→ **Provided material**:
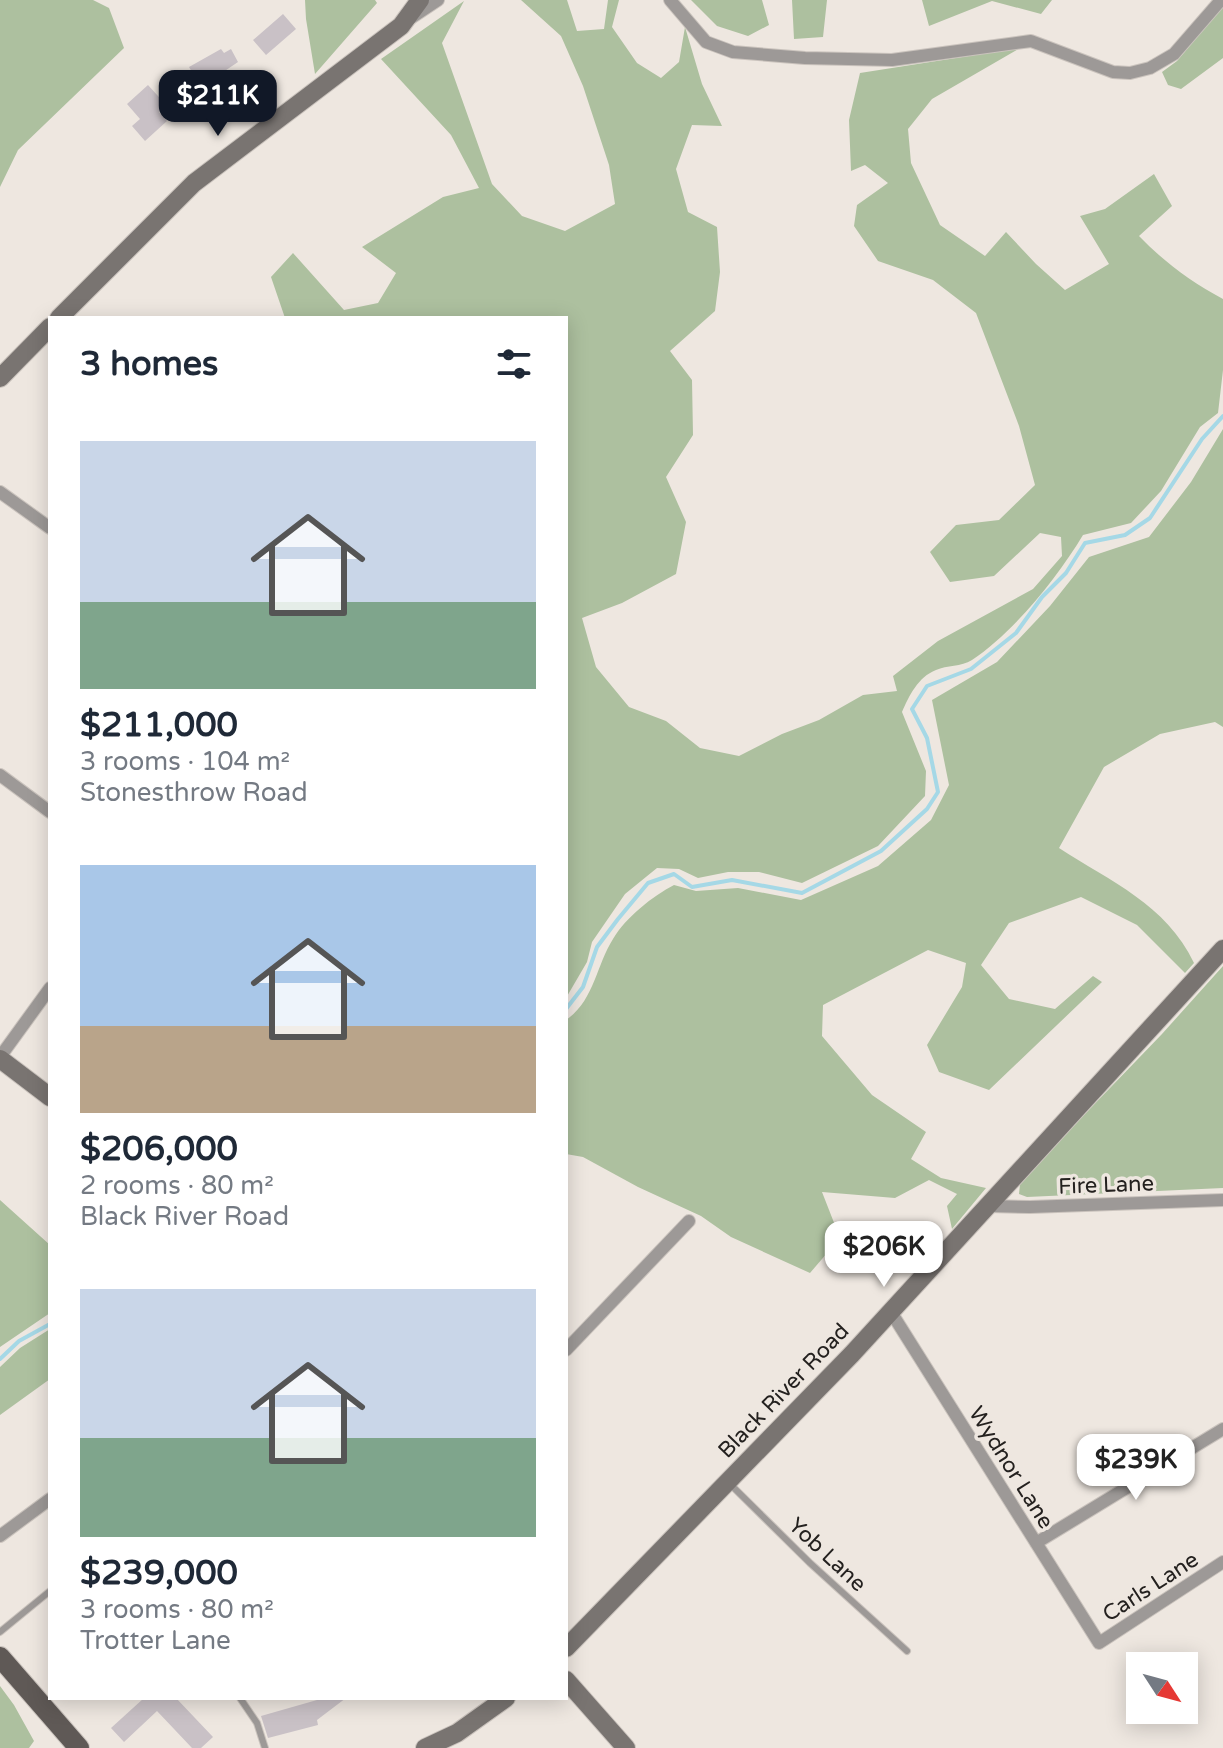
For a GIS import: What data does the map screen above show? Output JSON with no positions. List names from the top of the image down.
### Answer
{
  "streets": {
    "street": [
      "Fire Lane",
      "Black River Road",
      "Wydnor Lane",
      "Carls Lane"
    ],
    "lane": ["Yob Lane"]
  },
  "crossings": [
    ["Fire Lane", "Black River Road"],
    ["Black River Road", "Wydnor Lane"],
    ["Black River Road", "Yob Lane"],
    ["Wydnor Lane", "Carls Lane"]
  ],
  "north": "bottom right",
  "page": {
    "price": ["$211K", "$206K", "$239K"],
    "heading": "3 homes",
    "list": [
      {
        "name": "$211,000",
        "note": "3 rooms · 104 m² · Stonesthrow Road"
      },
      {
        "name": "$206,000",
        "note": "2 rooms · 80 m² · Black River Road"
      },
      {
        "name": "$239,000",
        "note": "3 rooms · 80 m² · Trotter Lane"
      }
    ]
  }
}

→ **Assignment**:
All of the data needs repeating exactly, but the pictures do not.

→ **Exercise answer**:
For a GIS import: What data does the map screen above show? Output JSON with no positions. List names from the top of the image down.
### Answer
{
  "streets": {
    "street": [
      "Fire Lane",
      "Black River Road",
      "Wydnor Lane",
      "Carls Lane"
    ],
    "lane": ["Yob Lane"]
  },
  "crossings": [
    ["Fire Lane", "Black River Road"],
    ["Black River Road", "Wydnor Lane"],
    ["Black River Road", "Yob Lane"],
    ["Wydnor Lane", "Carls Lane"]
  ],
  "north": "bottom right",
  "page": {
    "price": ["$211K", "$206K", "$239K"],
    "heading": "3 homes",
    "list": [
      {
        "name": "$211,000",
        "note": "3 rooms · 104 m² · Stonesthrow Road"
      },
      {
        "name": "$206,000",
        "note": "2 rooms · 80 m² · Black River Road"
      },
      {
        "name": "$239,000",
        "note": "3 rooms · 80 m² · Trotter Lane"
      }
    ]
  }
}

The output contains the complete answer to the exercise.